I suppose in theory one could use energy to break apart small nuclei, then
fuse them later. This would qualify. I'm not sure what motivates your
question. The practical answer is that light nuclei are already widely
available, so if you can fuse them, then using them as a fuel is the most
efficient way to have an energy storage system.

There was a bit of research into ways to release energy from nuclear isomers
(Hf 178m2) a few years ago, but it appears to have not panned out. If this had
worked out, one could make a nuclear isomer with fusion and do this.

------
JerryFr
No, because:

In fusing plasma, the main carrier of energy out, is the neutron, and methods
to efficiently use this energy are still to be developed, wait for the fusion
plant prototype DEMO. It is not possible to store energetic neutrons.

Fusion ignition is the point at which a fusion reaction becomes self-
sustaining, i.e. the energy being given off by the fusion reactions heats the
fuel mass more rapidly than various loss mechanisms cool it. At this point,
the additional energy needed to heat the fuel to fusion temperatures is no
longer needed and can be turned off. Throttling off the deuterium or tritium
fuels will stop the reaction.

The produced helium nucleus carries an electric charge which will respond to
the magnetic fields of the tokamak and remain confined within the plasma.
However, some 80 % of the energy produced is carried away from the plasma by
the neutron which has no electrical charge and is therefore unaffected by
magnetic fields.

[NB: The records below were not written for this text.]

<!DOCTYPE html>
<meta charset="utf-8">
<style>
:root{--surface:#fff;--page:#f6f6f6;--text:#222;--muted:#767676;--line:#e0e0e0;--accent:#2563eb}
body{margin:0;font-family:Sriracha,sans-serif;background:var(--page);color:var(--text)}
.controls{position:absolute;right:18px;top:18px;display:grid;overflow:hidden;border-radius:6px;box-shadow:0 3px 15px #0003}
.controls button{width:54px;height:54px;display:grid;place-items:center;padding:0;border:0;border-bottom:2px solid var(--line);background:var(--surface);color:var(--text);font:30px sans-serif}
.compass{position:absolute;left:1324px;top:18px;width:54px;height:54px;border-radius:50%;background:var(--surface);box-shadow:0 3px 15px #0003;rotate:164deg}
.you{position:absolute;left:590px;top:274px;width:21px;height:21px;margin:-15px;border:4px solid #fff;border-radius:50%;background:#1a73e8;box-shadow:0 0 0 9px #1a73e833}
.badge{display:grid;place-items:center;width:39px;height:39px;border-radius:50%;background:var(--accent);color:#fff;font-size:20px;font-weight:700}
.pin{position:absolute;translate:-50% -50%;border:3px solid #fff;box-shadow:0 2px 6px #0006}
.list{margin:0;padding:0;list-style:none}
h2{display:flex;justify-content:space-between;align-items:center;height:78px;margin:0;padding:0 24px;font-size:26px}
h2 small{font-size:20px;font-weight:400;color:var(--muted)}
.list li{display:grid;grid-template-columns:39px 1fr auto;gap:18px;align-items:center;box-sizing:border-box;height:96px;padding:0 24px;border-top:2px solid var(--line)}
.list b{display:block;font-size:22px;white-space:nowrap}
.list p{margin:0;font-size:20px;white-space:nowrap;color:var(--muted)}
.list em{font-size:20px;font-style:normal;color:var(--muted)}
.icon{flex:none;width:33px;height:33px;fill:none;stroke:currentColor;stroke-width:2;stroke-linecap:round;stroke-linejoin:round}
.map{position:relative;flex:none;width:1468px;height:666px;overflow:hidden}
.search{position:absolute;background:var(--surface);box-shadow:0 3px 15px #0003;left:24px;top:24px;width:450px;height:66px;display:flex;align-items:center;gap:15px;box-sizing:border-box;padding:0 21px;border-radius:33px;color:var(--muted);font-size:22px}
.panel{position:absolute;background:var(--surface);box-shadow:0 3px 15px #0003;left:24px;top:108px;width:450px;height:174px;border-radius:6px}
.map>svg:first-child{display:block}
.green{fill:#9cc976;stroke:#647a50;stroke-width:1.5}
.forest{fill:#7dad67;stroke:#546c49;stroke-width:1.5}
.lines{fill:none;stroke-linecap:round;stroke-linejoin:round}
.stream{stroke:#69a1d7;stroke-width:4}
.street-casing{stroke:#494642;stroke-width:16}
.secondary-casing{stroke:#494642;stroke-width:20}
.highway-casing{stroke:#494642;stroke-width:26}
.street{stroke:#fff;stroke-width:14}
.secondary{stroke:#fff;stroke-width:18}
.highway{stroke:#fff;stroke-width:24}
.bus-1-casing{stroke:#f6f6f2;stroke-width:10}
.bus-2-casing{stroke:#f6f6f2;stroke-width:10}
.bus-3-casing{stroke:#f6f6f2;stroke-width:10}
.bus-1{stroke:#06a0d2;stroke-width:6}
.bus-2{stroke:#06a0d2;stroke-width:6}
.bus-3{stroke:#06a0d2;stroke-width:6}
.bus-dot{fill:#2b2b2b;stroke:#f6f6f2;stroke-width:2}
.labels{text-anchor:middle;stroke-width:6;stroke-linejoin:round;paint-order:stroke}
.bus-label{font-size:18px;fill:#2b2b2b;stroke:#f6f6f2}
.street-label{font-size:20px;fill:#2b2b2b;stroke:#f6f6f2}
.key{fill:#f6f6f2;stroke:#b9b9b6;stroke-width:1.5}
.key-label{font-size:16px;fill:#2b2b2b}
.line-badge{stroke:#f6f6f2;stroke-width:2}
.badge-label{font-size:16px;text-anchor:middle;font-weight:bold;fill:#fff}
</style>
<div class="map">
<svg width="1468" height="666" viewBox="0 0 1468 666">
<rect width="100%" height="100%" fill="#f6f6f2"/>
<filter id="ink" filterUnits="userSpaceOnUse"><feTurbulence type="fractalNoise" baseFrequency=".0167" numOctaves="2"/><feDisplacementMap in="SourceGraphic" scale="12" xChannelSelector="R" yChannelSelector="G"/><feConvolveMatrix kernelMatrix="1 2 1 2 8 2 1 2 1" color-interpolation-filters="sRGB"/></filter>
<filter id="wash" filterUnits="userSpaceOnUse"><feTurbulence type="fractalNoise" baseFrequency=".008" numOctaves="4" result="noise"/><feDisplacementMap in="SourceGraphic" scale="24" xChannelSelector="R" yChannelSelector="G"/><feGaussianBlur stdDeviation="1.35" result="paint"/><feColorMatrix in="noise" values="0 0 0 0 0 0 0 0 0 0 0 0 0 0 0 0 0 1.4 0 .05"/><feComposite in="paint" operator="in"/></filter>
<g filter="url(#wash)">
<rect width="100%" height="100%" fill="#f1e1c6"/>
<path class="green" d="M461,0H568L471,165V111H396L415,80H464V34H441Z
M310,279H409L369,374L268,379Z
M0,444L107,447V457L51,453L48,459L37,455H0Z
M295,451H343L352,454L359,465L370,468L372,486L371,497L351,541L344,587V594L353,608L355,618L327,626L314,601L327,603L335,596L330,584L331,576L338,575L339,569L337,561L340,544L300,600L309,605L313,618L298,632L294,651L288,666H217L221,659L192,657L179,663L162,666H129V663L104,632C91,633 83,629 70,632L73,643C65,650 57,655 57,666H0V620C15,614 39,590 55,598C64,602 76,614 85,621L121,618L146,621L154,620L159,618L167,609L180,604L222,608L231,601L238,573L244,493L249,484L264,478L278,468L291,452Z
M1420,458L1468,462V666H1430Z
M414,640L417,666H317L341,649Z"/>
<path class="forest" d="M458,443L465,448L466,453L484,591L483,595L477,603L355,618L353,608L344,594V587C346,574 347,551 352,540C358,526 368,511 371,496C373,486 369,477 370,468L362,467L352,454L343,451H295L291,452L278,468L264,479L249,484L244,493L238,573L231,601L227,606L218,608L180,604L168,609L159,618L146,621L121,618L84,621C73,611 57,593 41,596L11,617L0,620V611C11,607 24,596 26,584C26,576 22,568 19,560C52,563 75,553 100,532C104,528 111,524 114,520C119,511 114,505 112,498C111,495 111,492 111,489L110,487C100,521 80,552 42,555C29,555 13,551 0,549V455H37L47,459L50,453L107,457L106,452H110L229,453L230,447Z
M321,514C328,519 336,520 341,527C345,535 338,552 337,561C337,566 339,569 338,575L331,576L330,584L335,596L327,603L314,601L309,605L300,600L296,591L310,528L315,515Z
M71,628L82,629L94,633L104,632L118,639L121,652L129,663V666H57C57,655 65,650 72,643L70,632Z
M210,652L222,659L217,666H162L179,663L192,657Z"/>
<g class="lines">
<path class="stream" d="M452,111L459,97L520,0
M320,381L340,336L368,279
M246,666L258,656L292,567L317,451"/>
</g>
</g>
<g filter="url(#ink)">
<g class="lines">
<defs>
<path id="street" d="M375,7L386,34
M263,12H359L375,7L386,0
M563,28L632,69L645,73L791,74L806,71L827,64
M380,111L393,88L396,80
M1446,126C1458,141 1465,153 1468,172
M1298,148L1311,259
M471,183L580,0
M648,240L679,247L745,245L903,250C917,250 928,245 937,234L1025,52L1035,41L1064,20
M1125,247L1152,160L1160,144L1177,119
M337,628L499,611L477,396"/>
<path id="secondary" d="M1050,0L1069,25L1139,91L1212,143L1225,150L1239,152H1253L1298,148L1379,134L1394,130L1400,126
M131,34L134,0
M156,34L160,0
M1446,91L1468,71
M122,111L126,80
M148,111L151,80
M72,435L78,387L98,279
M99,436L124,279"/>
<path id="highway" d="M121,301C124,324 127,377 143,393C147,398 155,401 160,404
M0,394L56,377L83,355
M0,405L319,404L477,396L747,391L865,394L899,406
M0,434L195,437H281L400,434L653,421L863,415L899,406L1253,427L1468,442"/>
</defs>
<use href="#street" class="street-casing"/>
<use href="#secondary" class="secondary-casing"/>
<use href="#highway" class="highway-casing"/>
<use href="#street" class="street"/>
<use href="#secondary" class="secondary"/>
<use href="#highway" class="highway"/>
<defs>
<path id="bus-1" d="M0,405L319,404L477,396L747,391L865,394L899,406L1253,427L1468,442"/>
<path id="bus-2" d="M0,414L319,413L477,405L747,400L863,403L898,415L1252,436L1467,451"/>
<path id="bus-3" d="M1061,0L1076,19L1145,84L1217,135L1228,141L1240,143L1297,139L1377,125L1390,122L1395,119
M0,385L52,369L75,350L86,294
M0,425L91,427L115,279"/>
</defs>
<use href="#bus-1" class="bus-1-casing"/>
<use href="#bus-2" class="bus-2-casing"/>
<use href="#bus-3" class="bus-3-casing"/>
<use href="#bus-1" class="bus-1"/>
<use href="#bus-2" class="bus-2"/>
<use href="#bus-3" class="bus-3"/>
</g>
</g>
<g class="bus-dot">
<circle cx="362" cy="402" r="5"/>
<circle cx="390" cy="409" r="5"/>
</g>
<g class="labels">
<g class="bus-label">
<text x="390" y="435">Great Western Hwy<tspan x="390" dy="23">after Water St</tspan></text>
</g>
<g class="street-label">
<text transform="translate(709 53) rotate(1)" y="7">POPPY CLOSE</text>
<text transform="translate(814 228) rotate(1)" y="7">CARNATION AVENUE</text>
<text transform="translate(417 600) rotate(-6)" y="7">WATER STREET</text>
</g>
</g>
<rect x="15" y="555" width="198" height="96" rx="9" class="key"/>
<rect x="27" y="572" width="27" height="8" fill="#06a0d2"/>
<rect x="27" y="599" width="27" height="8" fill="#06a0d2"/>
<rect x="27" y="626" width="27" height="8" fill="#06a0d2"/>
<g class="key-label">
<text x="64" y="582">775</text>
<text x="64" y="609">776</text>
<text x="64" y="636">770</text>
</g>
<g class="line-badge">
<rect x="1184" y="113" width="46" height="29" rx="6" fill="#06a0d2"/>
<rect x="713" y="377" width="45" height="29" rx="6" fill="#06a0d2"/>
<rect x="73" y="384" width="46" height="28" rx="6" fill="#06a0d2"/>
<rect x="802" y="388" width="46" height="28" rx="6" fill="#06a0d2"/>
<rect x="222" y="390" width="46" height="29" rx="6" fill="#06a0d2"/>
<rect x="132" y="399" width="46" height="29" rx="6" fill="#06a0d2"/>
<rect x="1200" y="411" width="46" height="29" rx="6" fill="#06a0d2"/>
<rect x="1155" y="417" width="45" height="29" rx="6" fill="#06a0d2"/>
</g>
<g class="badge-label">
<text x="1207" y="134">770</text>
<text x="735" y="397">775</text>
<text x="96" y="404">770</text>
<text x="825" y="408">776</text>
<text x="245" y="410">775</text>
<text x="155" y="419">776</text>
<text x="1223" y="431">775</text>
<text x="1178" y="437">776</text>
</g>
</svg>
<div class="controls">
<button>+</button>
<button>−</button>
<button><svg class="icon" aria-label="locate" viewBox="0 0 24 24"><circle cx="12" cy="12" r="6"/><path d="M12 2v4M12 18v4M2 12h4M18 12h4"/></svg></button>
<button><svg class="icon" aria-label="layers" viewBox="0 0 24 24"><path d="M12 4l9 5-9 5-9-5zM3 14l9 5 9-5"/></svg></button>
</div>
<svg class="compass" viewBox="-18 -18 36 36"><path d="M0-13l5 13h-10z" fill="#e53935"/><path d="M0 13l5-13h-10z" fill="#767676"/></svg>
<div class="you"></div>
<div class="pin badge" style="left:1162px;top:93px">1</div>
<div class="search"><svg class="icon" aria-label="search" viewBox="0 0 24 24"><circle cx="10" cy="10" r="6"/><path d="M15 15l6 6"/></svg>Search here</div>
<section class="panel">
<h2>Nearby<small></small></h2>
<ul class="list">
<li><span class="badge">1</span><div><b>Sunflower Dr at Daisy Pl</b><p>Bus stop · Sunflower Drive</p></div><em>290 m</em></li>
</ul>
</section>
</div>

The neutrons will be absorbed by the surrounding walls of the
tokamak, transferring their energy to the walls as heat.

In ITER, this heat will be absorbed into cooling water, through heat
exchangers being dispersed through cooling towers.

In the subsequent fusion plant prototype DEMO and in future industrial fusion
installations, the heat will be used to produce steam, driving turbines
turning alternators producing electrical output.